NYFlights13 Assignment

Author

Renato Chavez

Published

February 28, 2023

First visualization on my own ! I will be using the pre-built data set, nycflights13

Load the libraries

library(tidyverse)
── Attaching packages ─────────────────────────────────────── tidyverse 1.3.2 ──
✔ ggplot2 3.4.0     ✔ purrr   1.0.1
✔ tibble  3.1.8     ✔ dplyr   1.1.0
✔ tidyr   1.3.0     ✔ stringr 1.5.0
✔ readr   2.1.4     ✔ forcats 1.0.0
── Conflicts ────────────────────────────────────────── tidyverse_conflicts() ──
✖ dplyr::filter() masks stats::filter()
✖ dplyr::lag()    masks stats::lag()
library(nycflights13)
library(RColorBrewer)
data(flights)

First, I removed NA values from the departure times and delay times.

flights_nona <- flights %>% 
    filter(!is.na(dep_time) & !is.na(arr_delay))

Using group_by, and summarize

by_tailnum <- flights_nona %>%
  group_by(tailnum, month) %>%
  summarise(count = n(), 
            deptime = mean(dep_time),
            delay = mean(arr_delay))
`summarise()` has grouped output by 'tailnum'. You can override using the
`.groups` argument.
delay <- filter(by_tailnum, count > 20)
delay$month <- as.factor(delay$month)
delay2 <- delay %>%
  filter(month %in% c(1, 2, 3))

Delay according to the departure times of the flights

ggplot(delay2, aes(deptime, delay, color = month)) + 
  geom_point(aes(size = count), alpha = 1/2) + 
  ggtitle("Delay of flights according to the time of departure") + 
  xlab("Departure time (hhmm)") + 
  ylab("Delay time (minutes)") + 
  geom_smooth() + 
  scale_size_area() 
`geom_smooth()` using method = 'loess' and formula = 'y ~ x'

Description

In this visualization, we can see the delay times according to the departure times.
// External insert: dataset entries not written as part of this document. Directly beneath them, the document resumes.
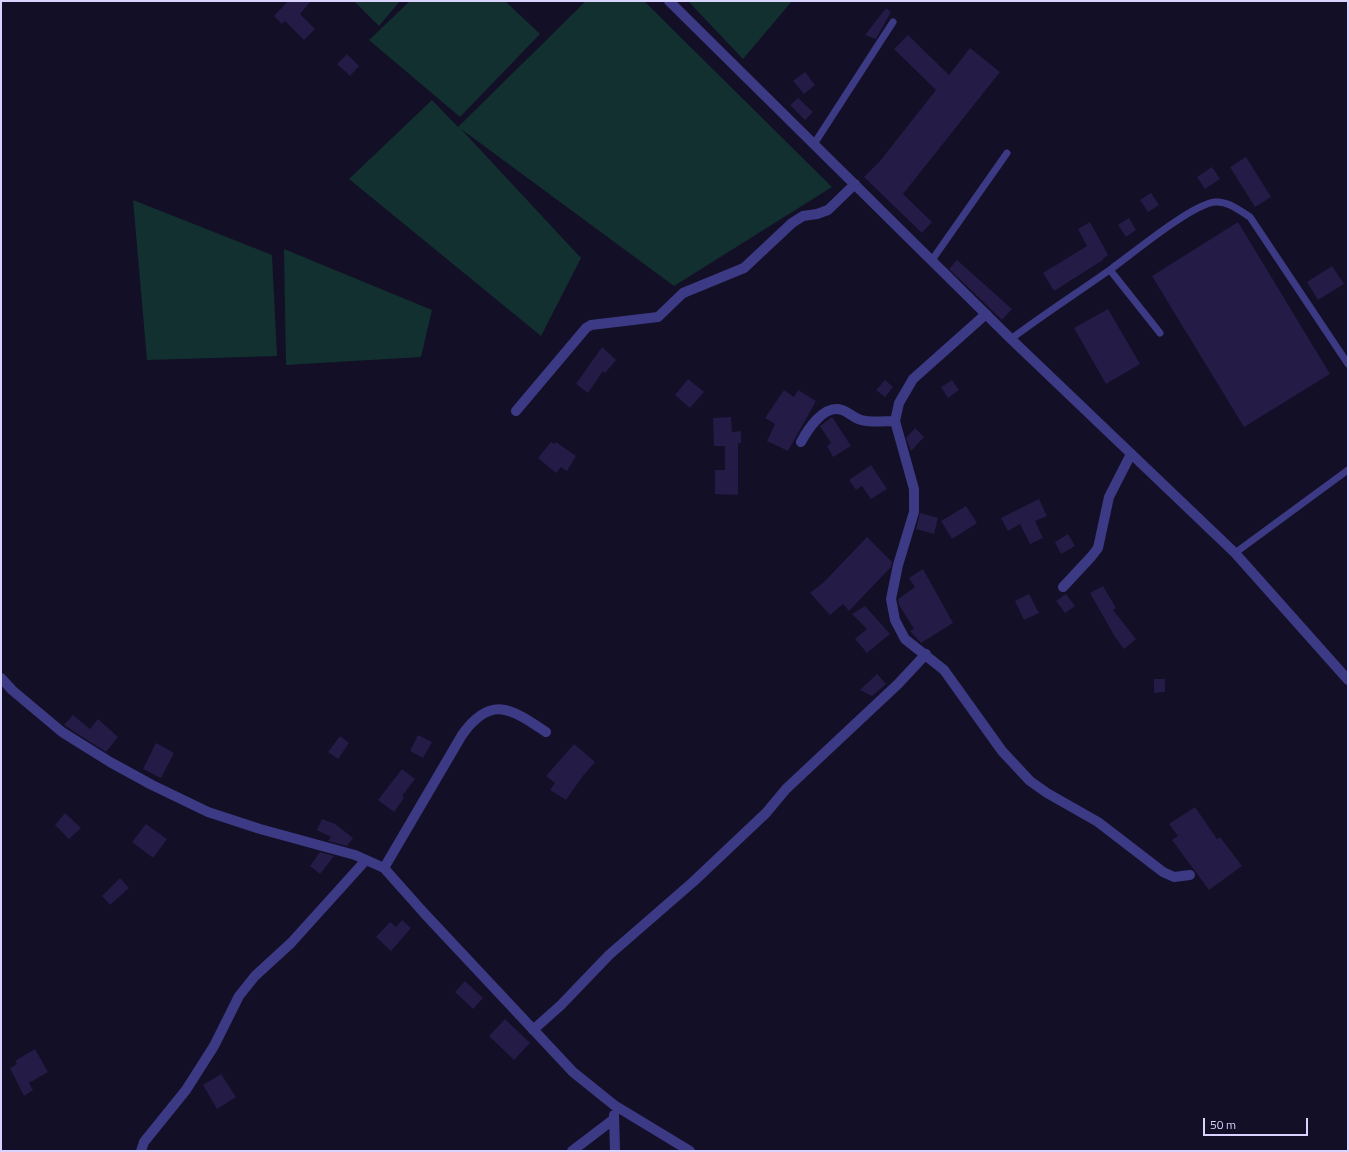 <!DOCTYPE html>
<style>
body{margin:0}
#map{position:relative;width:1349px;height:1152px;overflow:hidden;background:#130f26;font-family:"Titillium Web",sans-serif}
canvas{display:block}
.frame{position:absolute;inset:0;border:2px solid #d9d4ff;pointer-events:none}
.scale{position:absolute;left:1203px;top:1118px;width:105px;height:18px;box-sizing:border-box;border:2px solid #d9d4ff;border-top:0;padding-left:5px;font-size:12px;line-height:14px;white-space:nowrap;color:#d9d4ff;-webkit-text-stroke:3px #130f26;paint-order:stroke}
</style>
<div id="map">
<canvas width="1349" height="1152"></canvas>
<div class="frame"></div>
<div class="scale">50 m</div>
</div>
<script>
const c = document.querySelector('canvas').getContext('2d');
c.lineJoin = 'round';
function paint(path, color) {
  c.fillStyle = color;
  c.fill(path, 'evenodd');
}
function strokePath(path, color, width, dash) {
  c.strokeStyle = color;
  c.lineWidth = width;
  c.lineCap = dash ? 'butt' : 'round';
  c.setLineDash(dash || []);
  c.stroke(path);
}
paint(new Path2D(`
 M354,1h46l-21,25z
 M410,1h95l35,33 -80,83 -91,-77z
 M586,1h58l188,186 -158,99 -213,-157 120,129 -40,78 -192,-157 83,-79 26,27z
 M688,1h104l-49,58z
 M133,200l139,55 5,101 -130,4z
 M284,249l148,61 -11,47 -135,8z`), '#12302f');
paint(new Path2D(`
 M288,1h23l-11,13 15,15 -11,11 -19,-19 -3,3 -8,-8z
 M886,8l5,4 -15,27 -11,-4z
 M908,35l41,40 21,-27 30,24 -97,122 29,28 -10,11 -58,-56 16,-16 56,-71 -42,-41z
 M347,54l12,12 -9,10 -13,-12z
 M805,72l10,13 -11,9 -11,-13z
 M798,98l15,14 -8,8 -15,-15z
 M1246,157l25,40 -16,10 -25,-40z
 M1212,167l8,12 -15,10 -8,-12z
 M1151,193l8,12 -11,7 -8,-12z
 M1129,218l7,12 -10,7 -8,-12z
 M1090,222l18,33 -5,4v1l-49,31 -11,-18 44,-27 -9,-17z
 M1238,222l92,152 -86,53 -92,-151z
 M957,260l55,49 -10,11 -53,-51z
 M1332,266l12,18 -26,16 -11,-18z
 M1108,309l32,55 -34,20 -32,-56z
 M602,347l14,13 -11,13 -2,-2 -15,22 -12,-9z
 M688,379l16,13 -14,16 -15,-13z
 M885,380l8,7 -8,10 -9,-7z
 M952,380l7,10 -11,8 -7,-11z
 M784,390l10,7 4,-7 18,11 -28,50 -21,-10 8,-17 -10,-6z
 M731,417l1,15 9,-1v12h-3v52l-23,-1v-24h10v-24h-11l-1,-28z
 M832,417l19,29 -18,11 -6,-11 4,-3 -11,-17z
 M915,428l9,9 -13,14 -5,-13z
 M551,442l3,2 2,-2 20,14 -9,15 -6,-4 -5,6 -18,-15z
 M871,465l16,24 -16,10 -9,-13 -6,4 -7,-10z
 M1039,499l8,17 -12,5 8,17 -13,6 -10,-20 -12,7 -7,-13z
 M966,506l11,17 -25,16 -11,-18z
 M920,513l18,5 -4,16 -18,-5z
 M1068,534l7,12 -14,8 -6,-12z
 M867,537l25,25 -1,5 -42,44 -6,-7 -13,11 -20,-22 14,-11z
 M923,569l30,54 -32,20 -11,-12 4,-2 -15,-24 -1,-6 17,-12 -6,-9z
 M1103,586l13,22 -3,2 23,29 -12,10 -9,-12 -25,-44z
 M1029,594l10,19 -15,7 -9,-19z
 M1066,594l9,12 -10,7 -9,-12z
 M865,606l25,28 -23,19 -12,-14 12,-10 -15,-15z
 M877,674l9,10 -14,12 -12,-6z
 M1154,679h11v13l-11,1z
 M73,715l17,14 8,-10 20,18 -12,15 -42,-27z
 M418,735l14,7 -9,16 -13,-7z
 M340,736l9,7 -11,16 -10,-7z
 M156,743l18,10 -13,25 -18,-9z
 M574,744l21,18 -13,15 -16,23 -16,-10 5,-7 -9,-7z
 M402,769l13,10 -13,17 2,2 -10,14 -16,-12z
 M1195,807l22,32 3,-2 22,29 -33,24 -37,-50 6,-4 -9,-12z
 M65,813l16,15 -12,11 -14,-14z
 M322,819l13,5 18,14 -6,8 -19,-5 3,-4 -14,-7z
 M146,824l21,15 -14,19 -21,-16z
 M320,852l14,4 -14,18 -10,-8z
 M120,878l9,10 -19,17 -8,-9z
 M402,920l9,8 -20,23 -15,-14 14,-15 6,5z
 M465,981l18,17 -10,11 -18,-17z
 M505,1019l25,24 -16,17 -25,-24z
 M35,1049l13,23 -19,11 4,7 -9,6 -14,-28 7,-4 -2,-3z
 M221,1074l15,23 -19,12 -14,-24z`), '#241b47');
strokePath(new Path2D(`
 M814,144l79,-122
 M932,260l75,-107
 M1110,270l50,63
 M1011,339c32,-24 66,-46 100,-70 21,-15 81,-65 104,-67 13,-1 24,8 35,15l98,147
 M1235,553l113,-83`), '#3d3a85', 7);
strokePath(new Path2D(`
 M986,314l-73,65 -14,24 -4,18 19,68v23l-16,53 -7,34 4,21 10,19 39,31 58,81 28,30 17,12 51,29 65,50 11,5 16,-2
 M516,411l70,-83 5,-3 67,-8 25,-24 61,-25 48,-45 11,-7 14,-2 11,-4 27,-26
 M801,442c7,-13 23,-38 41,-32 6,2 12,8 19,10 10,3 23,1 34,1
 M1063,587l28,-30 7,-9 11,-51 22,-43
 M1,678l11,12 50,42 48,30 42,23 56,27 52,17 95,26 29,13 40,45 149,159 41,33 76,46
 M384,868l78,-133c29,-41 50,-26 84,-3
 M533,1030l28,-25 48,-50 84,-73 73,-69 20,-24 112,-105 28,-30
 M614,1115l1,36
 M141,1151l3,-9 42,-52 28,-44 25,-50 16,-20 36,-33 75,-83
 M572,1151l42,-32`), '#3d3a85', 10);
strokePath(new Path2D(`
 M669,1l342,338 224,214 113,127`), '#3d3a85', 10);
</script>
Notice that many flights between 10 am and 4 pm tend to have up to 30 minutes of delays. This is interesting consider that it is a very convenient time to fly because one does not have to wake up very early or stay up until late at night. I have also considered the first three months of the year to filter this data frame, so that we can visualize it better. I would also like to highlight that, while the period of time between 10 am and 4 pm have more delays, it also has a considerable concentration of flights that depart earlier than expected.